Assigned task ->
Search the records for the word "lines" and report each line that has it.

☆ ☆ ☆

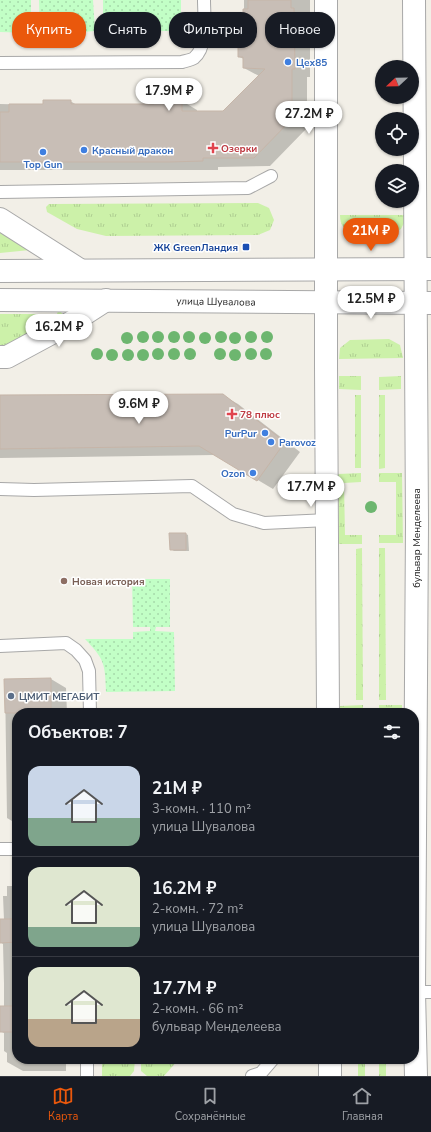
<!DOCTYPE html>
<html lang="ru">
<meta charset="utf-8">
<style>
body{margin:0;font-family:"Nunito Sans",sans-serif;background:#20242c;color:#f1f3f6;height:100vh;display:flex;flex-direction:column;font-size:15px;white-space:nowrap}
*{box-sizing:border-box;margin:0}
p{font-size:13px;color:#9ea1a6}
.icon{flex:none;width:22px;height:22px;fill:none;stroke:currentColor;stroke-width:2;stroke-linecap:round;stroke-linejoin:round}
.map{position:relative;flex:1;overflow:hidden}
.details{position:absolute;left:12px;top:708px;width:407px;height:356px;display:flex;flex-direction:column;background:#171b24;border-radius:16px;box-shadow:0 1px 3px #0004}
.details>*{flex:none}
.top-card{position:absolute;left:12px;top:12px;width:407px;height:36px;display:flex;gap:8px}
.needle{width:26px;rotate:248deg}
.fabs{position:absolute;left:375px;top:60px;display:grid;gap:8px}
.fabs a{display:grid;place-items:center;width:44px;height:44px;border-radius:50%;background:#171b24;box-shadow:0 1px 3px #0004;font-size:20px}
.price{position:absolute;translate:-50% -34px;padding:0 9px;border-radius:14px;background:#fff;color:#222;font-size:13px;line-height:26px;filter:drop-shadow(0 1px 2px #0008)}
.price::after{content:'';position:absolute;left:50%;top:24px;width:12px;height:9px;margin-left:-6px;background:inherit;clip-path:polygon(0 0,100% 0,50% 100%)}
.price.current{background:#ea580c;color:#fff}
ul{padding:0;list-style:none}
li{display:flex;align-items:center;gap:12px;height:100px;padding:0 16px}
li+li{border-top:1px solid #363941}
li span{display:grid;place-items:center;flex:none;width:112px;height:80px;border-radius:12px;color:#555}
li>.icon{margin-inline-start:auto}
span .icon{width:48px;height:48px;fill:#fffc;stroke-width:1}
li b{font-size:17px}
h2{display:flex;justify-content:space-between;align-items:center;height:48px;padding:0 16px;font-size:17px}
.tag{padding:0 14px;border-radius:16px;background:#171b24;box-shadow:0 1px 3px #0004;font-size:14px;line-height:36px}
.tag.current{background:#ea580c;color:#fff}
.tab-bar{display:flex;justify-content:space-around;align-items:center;height:56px;border-top:1px solid #363941;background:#171b24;font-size:11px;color:#9ea1a6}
.tab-bar a{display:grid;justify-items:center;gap:2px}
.tab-bar .current{color:#ea580c}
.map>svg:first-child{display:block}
.grass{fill:url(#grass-tufts)}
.park{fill:url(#park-dots)}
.shadow{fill:#0003}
.building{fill:#c8beb6;stroke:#c6b5a8}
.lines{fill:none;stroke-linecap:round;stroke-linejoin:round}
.service-casing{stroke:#a8a8a8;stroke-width:14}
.minor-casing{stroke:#a8a8a8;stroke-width:24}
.tertiary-casing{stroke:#a8a8a8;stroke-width:24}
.service{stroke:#fff;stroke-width:12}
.minor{stroke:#fff;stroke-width:22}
.tertiary{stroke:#fff;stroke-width:22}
.tree{fill:#6db66f}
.shop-dot{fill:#3f7fe0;stroke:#fff;stroke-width:1.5}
.health-dot{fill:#e0444e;stroke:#fff;stroke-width:1.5}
.transit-dot{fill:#1a4fb4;stroke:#fff;stroke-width:1.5}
.education-dot{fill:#8d6e63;stroke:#fff;stroke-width:1.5}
.service-dot{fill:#5c6f8a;stroke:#fff;stroke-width:1.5}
.labels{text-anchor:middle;stroke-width:3;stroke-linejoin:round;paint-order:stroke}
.shop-label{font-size:10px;font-weight:bold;fill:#366cbe;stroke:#fff;text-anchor:start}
.health-label{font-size:10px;font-weight:bold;fill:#be3a42;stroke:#fff;text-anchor:start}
.transit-label{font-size:10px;font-weight:bold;fill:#164399;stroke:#fff;text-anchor:end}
.street-label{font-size:10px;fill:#212121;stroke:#fff}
.education-label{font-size:10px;font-weight:bold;fill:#785e54;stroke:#fff;text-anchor:start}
.service-label{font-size:10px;font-weight:bold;fill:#4e5e75;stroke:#fff;text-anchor:start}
</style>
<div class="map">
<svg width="431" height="1076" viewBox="0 0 431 1076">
<defs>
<pattern id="grass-tufts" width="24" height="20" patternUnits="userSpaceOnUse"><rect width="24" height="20" fill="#ccf1a9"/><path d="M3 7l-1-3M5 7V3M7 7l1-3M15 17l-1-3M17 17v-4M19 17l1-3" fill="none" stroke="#afce91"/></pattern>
<pattern id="park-dots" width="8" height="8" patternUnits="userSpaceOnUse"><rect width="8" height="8" fill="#c2ffc6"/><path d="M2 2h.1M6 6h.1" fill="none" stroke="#a6daaa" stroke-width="1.8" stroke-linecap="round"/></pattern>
</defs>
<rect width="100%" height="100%" fill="#f2efe7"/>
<g class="grass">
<polygon points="258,203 269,208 274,220 270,230 258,235 106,236 77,229 47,212 46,207 49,204"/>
<path d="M 340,215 L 404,215 L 404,223 L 401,229 L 392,234 L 353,234 C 344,230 340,225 340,215 Z"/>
<polygon points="0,231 30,250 0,253"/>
<polygon points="58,311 61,312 63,315 0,348 0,314 57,314"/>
<polygon points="389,339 400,345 403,358 339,359 340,348 350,340"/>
<polygon points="339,376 361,376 361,390 339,389"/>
<polygon points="401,376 401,389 379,390 379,377"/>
<rect x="355" y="395" width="6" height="73"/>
<polygon points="379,395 385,395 385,468 379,469"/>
<polygon points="361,473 361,482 344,483 345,535 362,535 362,544 339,544 338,474"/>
<polygon points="379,473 402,473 403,543 379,543 379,535 396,535 396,482 379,482"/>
<polygon points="362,548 363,700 356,700 356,549"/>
<polygon points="379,548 385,548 386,700 379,700"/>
<polygon points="363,705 363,713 340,713 340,706"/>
<rect x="379" y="705" width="23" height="8"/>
<polygon points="102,1059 135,1059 134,1071 130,1076 102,1076"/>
<polygon points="141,1059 179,1059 164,1076 147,1076 141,1071"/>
<rect x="358" y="1059" width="7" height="17"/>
<rect x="379" y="1059" width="7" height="17"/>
</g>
<g class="park">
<polygon points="0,0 31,0 31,33 0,32"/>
<polygon points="39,0 93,0 95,31 40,35"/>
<rect x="103" y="0" width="78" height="31"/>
<path d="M 132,579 L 170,579 L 170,627 L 156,627 L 155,631 L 174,632 L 175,691 L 106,692 C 105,664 105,660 85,639 L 133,639 L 133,632 L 150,631 L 150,627 L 133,627 Z"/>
</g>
<g class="shadow">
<polygon points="244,0 310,0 310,77 307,77 307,128 270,166 218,167 218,170 0,170 0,104 44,105 70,101 77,105 155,105 182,101 197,110 197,112 223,112 259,76 244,68 244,59 239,57 244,31"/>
<polygon points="222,395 238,404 300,452 273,489 215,455 0,458 0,396"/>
<polygon points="186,534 188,535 189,551 174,551 171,549"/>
<polygon points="51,679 66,688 67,713 17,713 17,824 7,818 5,680"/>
<polygon points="7,886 17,886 17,1059 66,1059 66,1071 23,1071 7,1062 7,1053 4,1051 4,1033 0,1031 4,1007 4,984 3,944 0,942 4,920 3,896 7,896"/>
</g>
<g class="building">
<polygon points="248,0 291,0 291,8 294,8 295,69 292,69 292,119 254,158 203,158 203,161 170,162 0,162 0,112 9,112 9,104 43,104 43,100 71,100 71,104 154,104 154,100 182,100 182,111 223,111 265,69 243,68 243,57 238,57 238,30 243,30 243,9 248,9"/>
<polygon points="223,394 285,442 257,481 199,446 0,449 0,395"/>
<polygon points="169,533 186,533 186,550 170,550"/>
<polygon points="51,678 51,713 5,713 4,679"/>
<polygon points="0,919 17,919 17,942 0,943"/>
<rect x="0" y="1006" width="17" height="26"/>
</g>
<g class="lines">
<defs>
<g id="service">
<path d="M 0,63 L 182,62 C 185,61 191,60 194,58 C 208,47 204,15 204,0"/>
<polyline points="0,192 248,188 271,176"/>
<polyline points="0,489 34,490 192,486 233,514 264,523 328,520"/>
<polyline points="0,646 66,643 76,650 85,660 89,671 90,713"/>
<polyline points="0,849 17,849"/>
<polyline points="414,992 431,992"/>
<polyline points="87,1076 87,1059"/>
<polyline points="252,1076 261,1073 273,1059"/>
</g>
<g id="minor">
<polyline points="326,0 326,367 328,713"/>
<polyline points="414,0 417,524 414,992 416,1076"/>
<polyline points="0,219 80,270"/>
<polyline points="0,357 7,357 72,322 106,300"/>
<polyline points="330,1076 330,1059"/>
</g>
<g id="tertiary">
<polyline points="0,271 431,269"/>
<polyline points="0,300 431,303"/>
</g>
</defs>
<use href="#service" class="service-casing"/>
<use href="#minor" class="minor-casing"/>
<use href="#tertiary" class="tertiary-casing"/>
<use href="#service" class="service"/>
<use href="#minor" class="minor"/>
<use href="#tertiary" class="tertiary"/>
</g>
<g class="tree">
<circle cx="143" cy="337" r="6"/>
<circle cx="158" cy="337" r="6"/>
<circle cx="174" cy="337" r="6"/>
<circle cx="189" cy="337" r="6"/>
<circle cx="221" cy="337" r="6"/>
<circle cx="251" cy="337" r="6"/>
<circle cx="267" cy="337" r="6"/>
<circle cx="127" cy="338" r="6"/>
<circle cx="205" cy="338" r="6"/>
<circle cx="235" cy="338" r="6"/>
<circle cx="97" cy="354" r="6"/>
<circle cx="158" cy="354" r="6"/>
<circle cx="174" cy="354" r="6"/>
<circle cx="190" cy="354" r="6"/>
<circle cx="220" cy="354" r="6"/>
<circle cx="251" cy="354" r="6"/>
<circle cx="266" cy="354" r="6"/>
<circle cx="112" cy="355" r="6"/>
<circle cx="128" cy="355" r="6"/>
<circle cx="143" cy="355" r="6"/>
<circle cx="235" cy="355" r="6"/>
<circle cx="371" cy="507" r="6"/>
</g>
<g class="shop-dot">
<circle cx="288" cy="62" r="4"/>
<circle cx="84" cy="150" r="4"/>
<circle cx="43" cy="152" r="4"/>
<circle cx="265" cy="433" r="4"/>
<circle cx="271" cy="442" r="4"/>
<circle cx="253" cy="473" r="4"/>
</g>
<g class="health-dot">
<path d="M211 142h4v4h4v4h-4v4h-4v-4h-4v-4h4z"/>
<path d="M230 408h4v4h4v4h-4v4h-4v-4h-4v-4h4z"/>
</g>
<rect class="transit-dot" x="242" y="243" width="8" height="8" rx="2"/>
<circle class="education-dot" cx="64" cy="581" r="4"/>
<circle class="service-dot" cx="11" cy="696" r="4"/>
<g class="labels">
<g class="shop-label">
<text x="296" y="66">Цех85</text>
<text x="92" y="154">Красный дракон</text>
<text x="43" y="168" text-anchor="middle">Top Gun</text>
<text x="257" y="437" text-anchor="end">PurPur</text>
<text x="279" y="446">Parovoz</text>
<text x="245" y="477" text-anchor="end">Ozon</text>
</g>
<g class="health-label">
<text x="221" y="152">Озерки</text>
<text x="240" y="418">78 плюс</text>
</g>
<g class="transit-label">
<text x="238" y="251">ЖК GreenЛандия</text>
</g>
<g class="street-label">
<text transform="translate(216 301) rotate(1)" y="4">улица Шувалова</text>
<text transform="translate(416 538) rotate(-90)" y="4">бульвар Менделеева</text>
</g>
<g class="education-label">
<text x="72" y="585">Новая история</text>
</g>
<g class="service-label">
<text x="19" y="700">ЦМИТ МЕГАБИТ</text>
</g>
</g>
</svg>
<div class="fabs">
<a><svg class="needle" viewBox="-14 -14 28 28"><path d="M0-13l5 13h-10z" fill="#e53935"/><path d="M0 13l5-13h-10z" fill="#9ea1a6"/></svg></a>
<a><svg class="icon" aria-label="locate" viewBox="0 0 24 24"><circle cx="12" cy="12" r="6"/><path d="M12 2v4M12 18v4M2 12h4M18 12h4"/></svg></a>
<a><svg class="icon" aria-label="layers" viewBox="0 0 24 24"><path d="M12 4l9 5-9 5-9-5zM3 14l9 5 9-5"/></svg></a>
</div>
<b class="price" style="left:169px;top:112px">17.9M ₽</b>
<b class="price" style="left:309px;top:135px">27.2M ₽</b>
<b class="price current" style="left:371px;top:252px">21M ₽</b>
<b class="price" style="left:371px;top:320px">12.5M ₽</b>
<b class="price" style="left:59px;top:348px">16.2M ₽</b>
<b class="price" style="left:139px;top:425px">9.6M ₽</b>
<b class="price" style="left:311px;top:508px">17.7M ₽</b>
<div class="top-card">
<a class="tag current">Купить</a>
<a class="tag">Снять</a>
<a class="tag">Фильтры</a>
<a class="tag">Новое</a>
</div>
<section class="details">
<h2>Объектов: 7<svg class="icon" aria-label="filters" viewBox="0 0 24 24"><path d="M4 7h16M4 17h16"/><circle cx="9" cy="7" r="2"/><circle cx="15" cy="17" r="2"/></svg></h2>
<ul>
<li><span style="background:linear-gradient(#c9d6e8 65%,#7fa58c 0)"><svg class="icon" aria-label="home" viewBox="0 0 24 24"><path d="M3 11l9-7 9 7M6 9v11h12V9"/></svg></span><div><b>21M ₽</b><p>3-комн. · 110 m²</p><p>улица Шувалова</p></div></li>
<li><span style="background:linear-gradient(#dfe7d0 75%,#7fa58c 0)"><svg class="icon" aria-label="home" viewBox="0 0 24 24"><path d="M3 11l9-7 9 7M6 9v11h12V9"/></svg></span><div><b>16.2M ₽</b><p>2-комн. · 72 m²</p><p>улица Шувалова</p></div></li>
<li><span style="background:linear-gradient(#dfe7d0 65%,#b9a48a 0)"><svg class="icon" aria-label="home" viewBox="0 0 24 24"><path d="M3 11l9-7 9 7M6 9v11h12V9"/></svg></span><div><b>17.7M ₽</b><p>2-комн. · 66 m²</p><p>бульвар Менделеева</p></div></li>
</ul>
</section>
</div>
<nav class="tab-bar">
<a class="current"><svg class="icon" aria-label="map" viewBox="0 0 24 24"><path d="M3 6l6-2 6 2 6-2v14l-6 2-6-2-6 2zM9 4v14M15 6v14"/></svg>Карта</a>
<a><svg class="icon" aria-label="saved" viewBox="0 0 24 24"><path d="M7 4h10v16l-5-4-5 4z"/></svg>Сохранённые</a>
<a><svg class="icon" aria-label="home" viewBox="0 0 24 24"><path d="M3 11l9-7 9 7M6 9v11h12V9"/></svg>Главная</a>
</nav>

☆ ☆ ☆

Response below ->
.lines{fill:none;stroke-linecap:round;stroke-linejoin:round}
<g class="lines">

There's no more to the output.